In 1995, the United Nations Framework Convention on Climate Change began to address GHG emissions from international shipping, recognizing that such emissions are increasing in volume and have an impact on climate change and the marine environment. The Kyoto Protocol, adopted in December 1997, is an important step in addressing climate change. Article 2 (2) states that the IMO is entrusted with the management of GHG emissions from international shipping. In the same year, the conference of MARPOL adopted Resolution 8 on “Carbon Dioxide Emissions from Ships”, which asked the IMO to conduct study on GHG emissions and consider strategies to reduce carbon dioxide.

At the meetings held from 1998 to 2003, IMO mainly discussed the possibility of developing an IMO Strategy for Greenhouse Gas Emissions from Ships through MEPC. It was not until 2003 that the IMO adopted a resolution on “IMO Policies and Practices for Reducing Greenhouse gas Emissions from Ships”, urging the IMO to develop mechanisms to address the issue.

Subsequently, IMO continued to actively work on designing regulatory tools to reduce GHG emissions from ships.

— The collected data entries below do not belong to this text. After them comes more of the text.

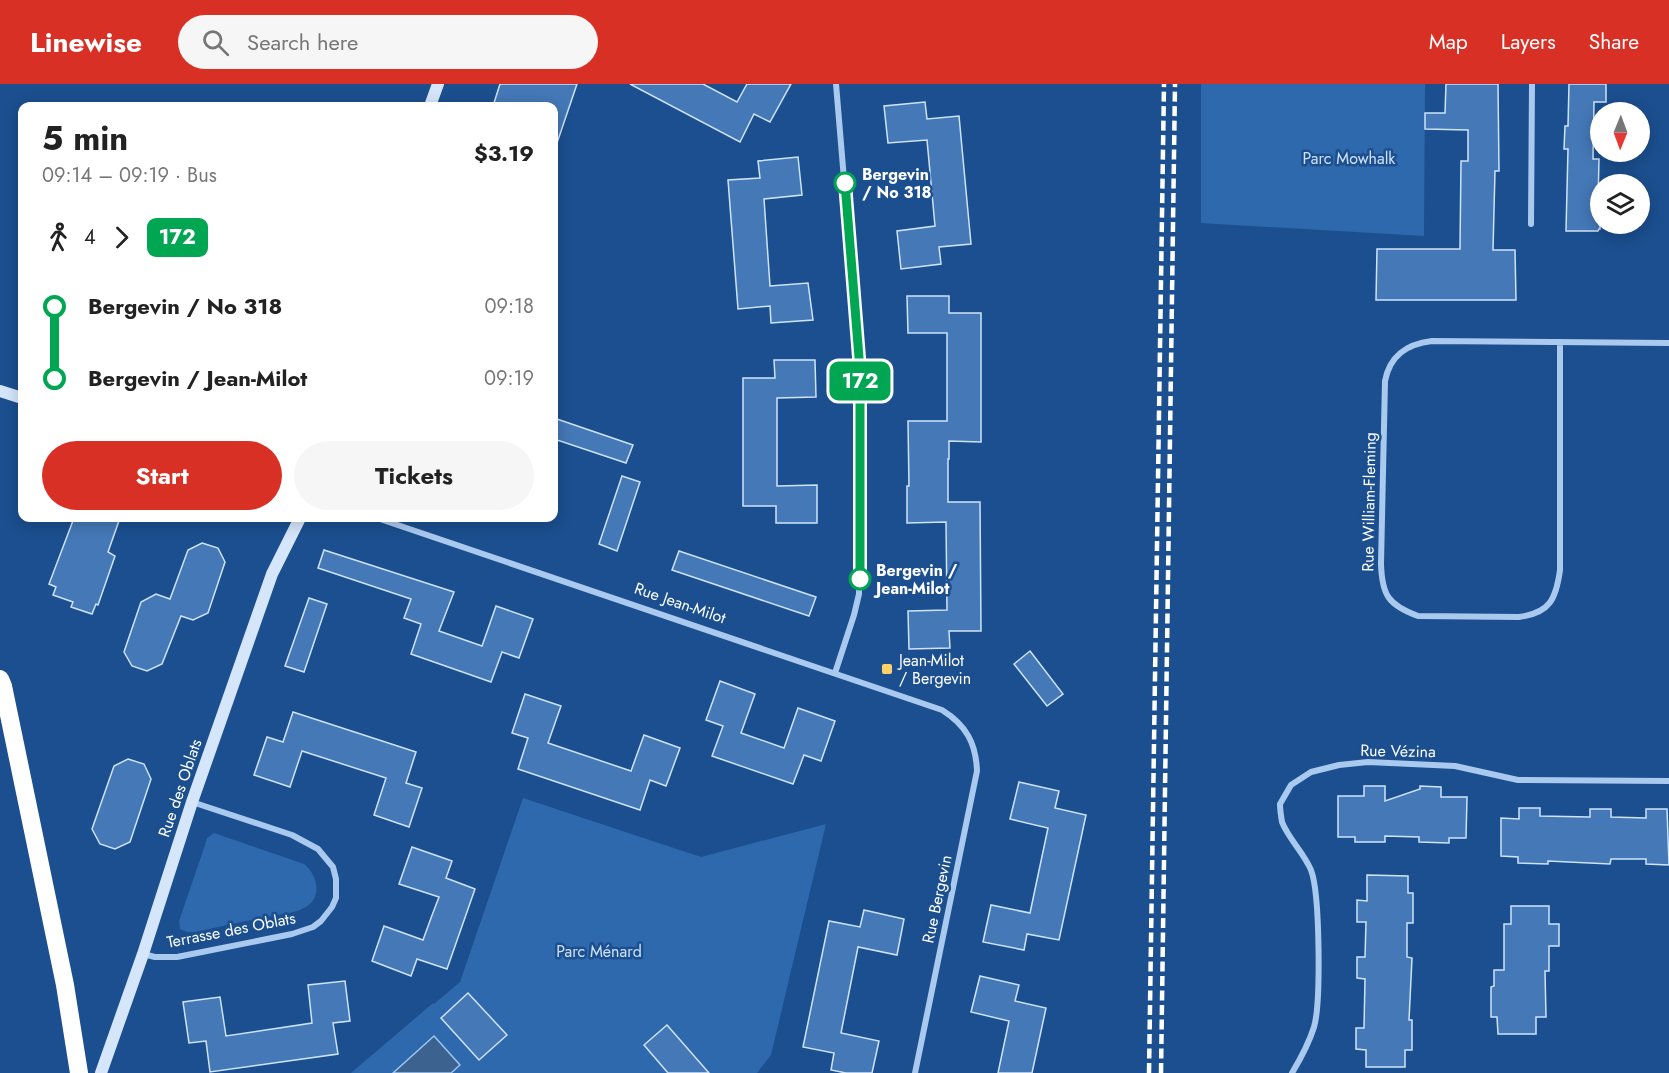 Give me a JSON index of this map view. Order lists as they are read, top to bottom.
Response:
{
  "streets": {
    "street": [
      "Rue William-Fleming",
      "Rue Jean-Milot",
      "Rue Vézina",
      "Rue des Oblats",
      "Rue Bergevin",
      "Terrasse des Oblats"
    ]
  },
  "crossings": [
    ["Rue Jean-Milot", "Rue Bergevin"],
    ["Rue des Oblats", "Terrasse des Oblats"]
  ],
  "parks": ["Parc Mowhalk", "Parc Ménard"],
  "places": {
    "other": ["Bergevin / No 318", "Bergevin / Jean-Milot"],
    "transit": ["Jean-Milot / Bergevin"]
  },
  "lines": ["bus line 172"],
  "north": "bottom",
  "page": {
    "header": "Linewise",
    "search": "Search here",
    "nav": ["Map", "Layers", "Share"],
    "on_map": "172",
    "heading": ["5 min", "09:14 – 09:19 · Bus", "$3.19"],
    "legs": ["4", "172"],
    "list": [
      {
        "name": "Bergevin / No 318",
        "value": "09:18"
      },
      {
        "name": "Bergevin / Jean-Milot",
        "value": "09:19"
      }
    ],
    "buttons": ["Start", "Tickets"]
  }
}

On July 15, 2011, the IMO made a breakthrough in regulation. Since then, GHG emissions from international shipping will be regulated by revising Annex VI of MARPOL 73/78. The regulatory phases of MARPOL 73/78 are as follows. Step 1: According to MARPOL 73/78, from July 1, 2010, new building regulations on NOx will be applied to ships equipped with 130 kW or above diesel engines. Step 2: Secondary regulation, starting in 2011, aims to reduce NOx emissions by a further 15% to 20%. Step 3: The three-level regulation, which was implemented in 2016, aims to reduce current emissions in the ECA region by 80%. MARPOL 73/78 also added a new Chapter 4 in Appendix VI, introducing the mandatory Energy Efficiency Design Index (EEDI) for new ships and the Ship Energy Efficiency Management Plan (SEEMP) for all ships.

EEDI is a measure of the inherent CO₂ emission level of a ship in the design and construction stages, representing the CO₂ emissions per ton/mile of the ship. EEDI aims to establish a minimum energy efficiency standard for ships in the future (Ren et al., 2019). The emission baseline is established through statistical analysis of existing ships of various types and tonnage, and the energy efficiency of new shipbuilding is controlled on the basis of the baseline. After the implementation of EEDI, the energy efficiency design index of newly built commercial ships of various ship types and different tonnage must be less than the specified baseline ship energy efficiency design index. The smaller the EEDI, the more energy-efficient the design of ships (Attah and Bucknall, 2015).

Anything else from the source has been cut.